◆ **THE TASK**: Please work out how many lines in the records below include the word "Şehit", and reply with that number only.

◆ **RECORDS PROVIDED**:
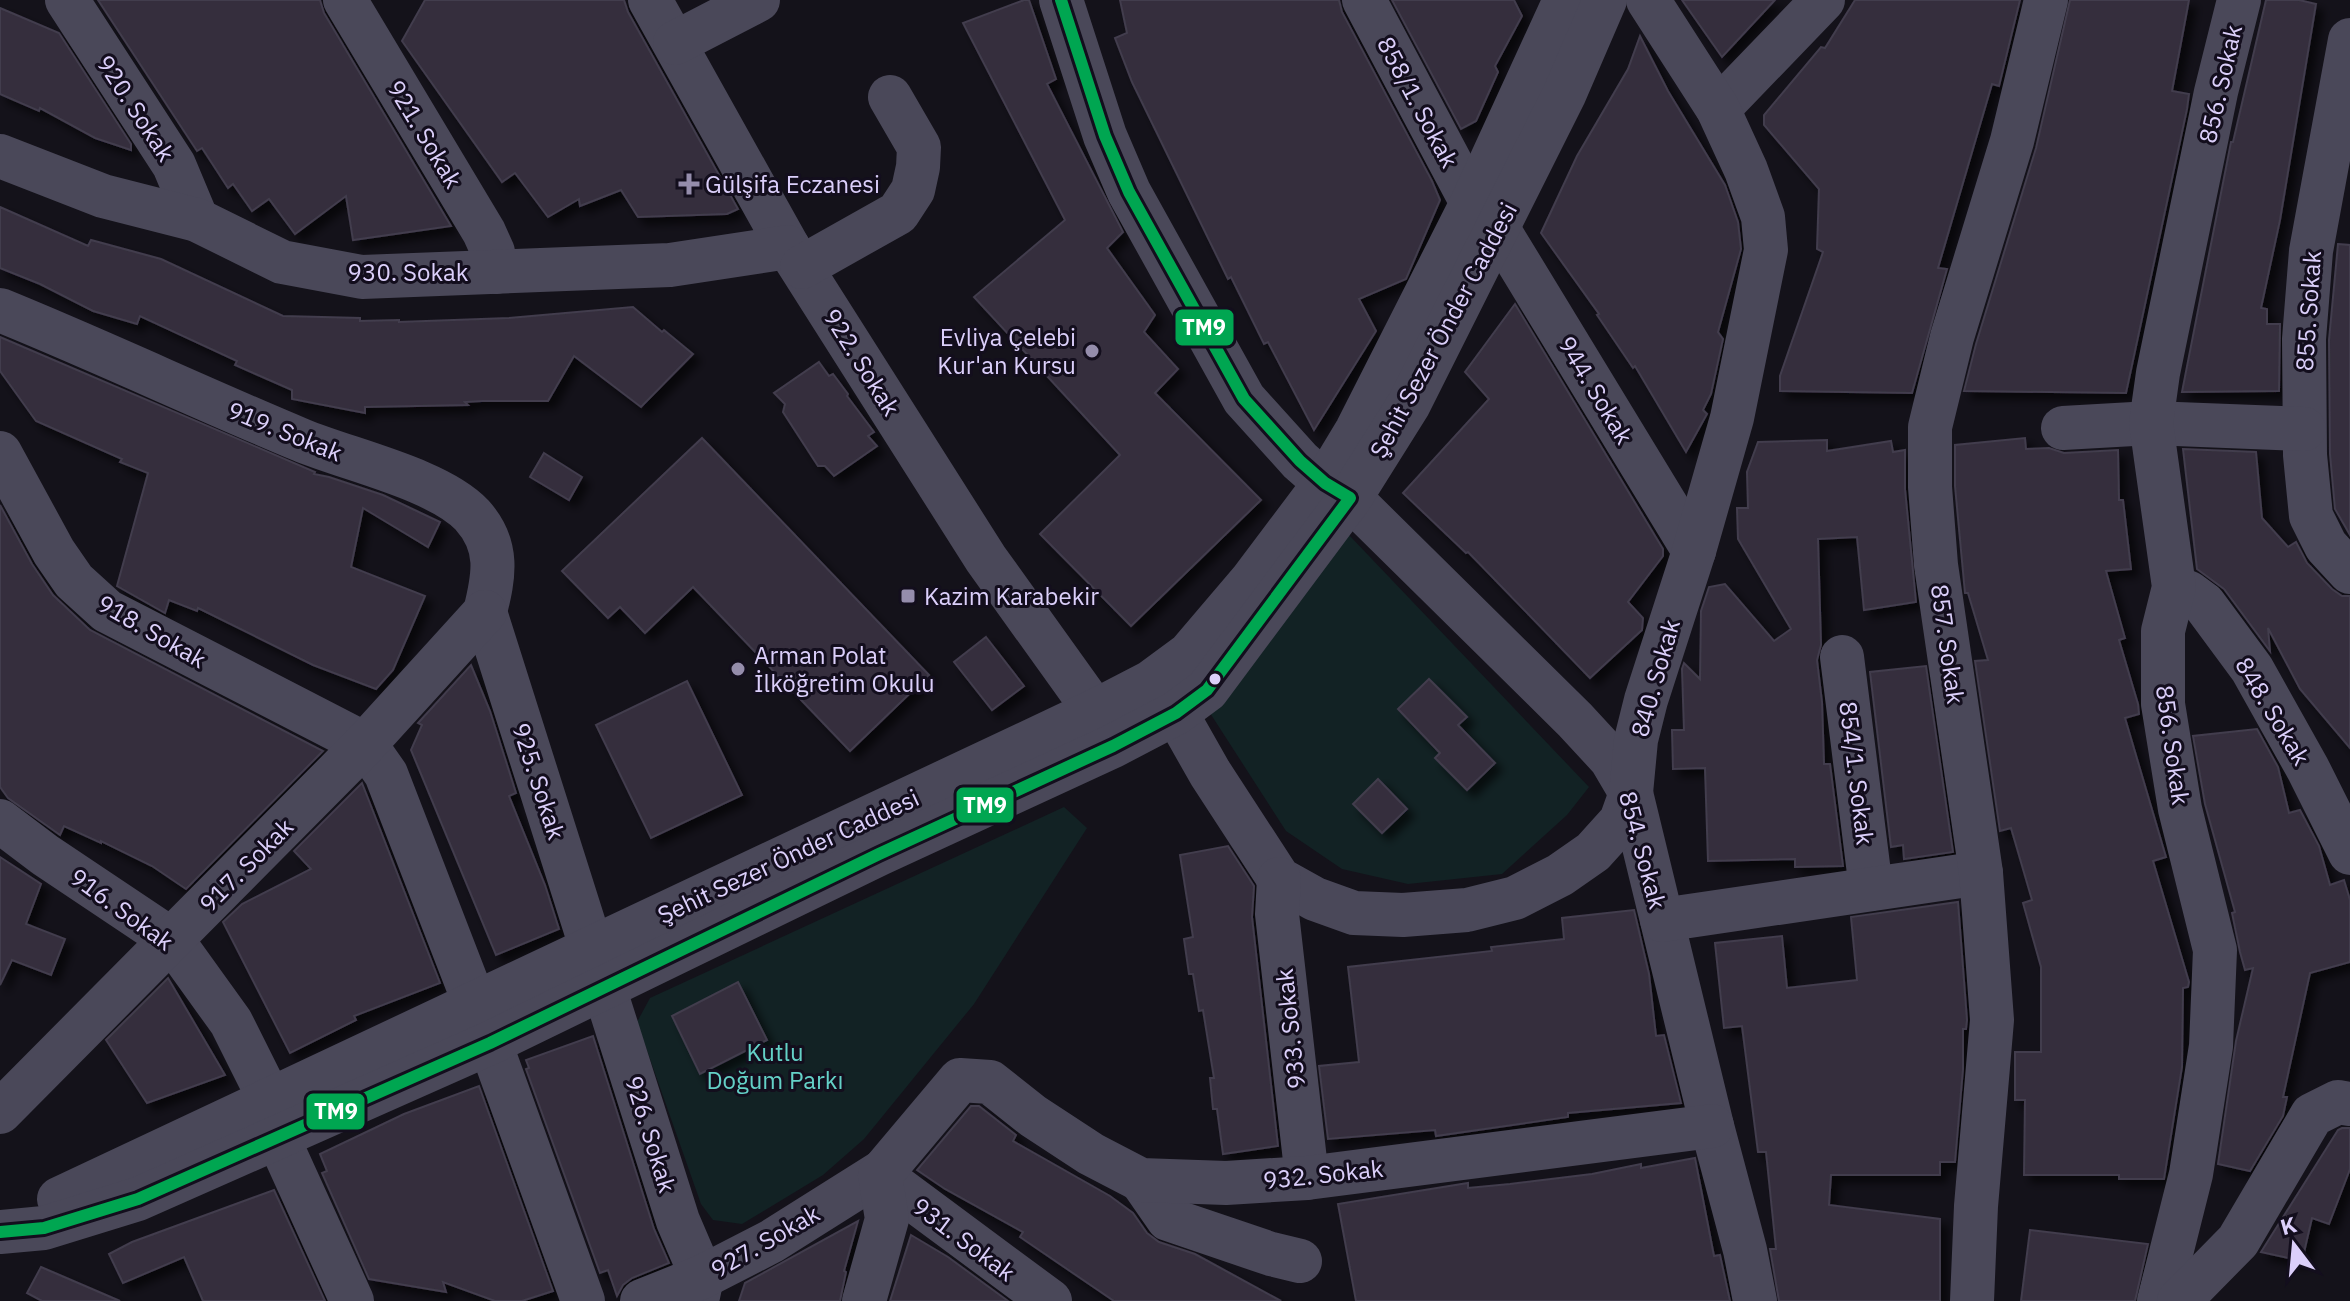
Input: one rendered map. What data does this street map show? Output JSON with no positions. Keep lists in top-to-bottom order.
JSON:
{
  "streets": {
    "street": [
      "856. Sokak",
      "858/1. Sokak",
      "920. Sokak",
      "921. Sokak",
      "930. Sokak",
      "855. Sokak",
      "Şehit Sezer Önder Caddesi",
      "922. Sokak",
      "944. Sokak",
      "919. Sokak",
      "918. Sokak",
      "857. Sokak",
      "840. Sokak",
      "848. Sokak",
      "854/1. Sokak",
      "925. Sokak",
      "854. Sokak",
      "917. Sokak",
      "916. Sokak",
      "933. Sokak",
      "926. Sokak",
      "932. Sokak",
      "931. Sokak",
      "927. Sokak"
    ]
  },
  "crossings": [
    ["856. Sokak", "848. Sokak"],
    ["858/1. Sokak", "Şehit Sezer Önder Caddesi"],
    ["858/1. Sokak", "944. Sokak"],
    ["920. Sokak", "930. Sokak"],
    ["921. Sokak", "930. Sokak"],
    ["930. Sokak", "922. Sokak"],
    ["Şehit Sezer Önder Caddesi", "922. Sokak"],
    ["Şehit Sezer Önder Caddesi", "944. Sokak"],
    ["Şehit Sezer Önder Caddesi", "840. Sokak"],
    ["Şehit Sezer Önder Caddesi", "925. Sokak"],
    ["Şehit Sezer Önder Caddesi", "854. Sokak"],
    ["Şehit Sezer Önder Caddesi", "916. Sokak"],
    ["Şehit Sezer Önder Caddesi", "926. Sokak"],
    ["944. Sokak", "840. Sokak"],
    ["919. Sokak", "925. Sokak"],
    ["919. Sokak", "917. Sokak"],
    ["918. Sokak", "917. Sokak"],
    ["840. Sokak", "854. Sokak"],
    ["840. Sokak", "933. Sokak"],
    ["925. Sokak", "917. Sokak"],
    ["925. Sokak", "926. Sokak"],
    ["854. Sokak", "932. Sokak"],
    ["917. Sokak", "916. Sokak"],
    ["933. Sokak", "932. Sokak"],
    ["926. Sokak", "927. Sokak"],
    ["932. Sokak", "927. Sokak"],
    ["931. Sokak", "927. Sokak"]
  ],
  "parks": ["Kutlu Doğum Parkı"],
  "places": {
    "health": ["Gülşifa Eczanesi"],
    "other": ["Evliya Çelebi Kur'an Kursu", "Arman Polat İlköğretim Okulu"],
    "transit": ["Kazim Karabekir"]
  },
  "lines": ["transit line TM9"],
  "north": "top"
}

◆ **RESPONSE TO THE EXERCISE**: 9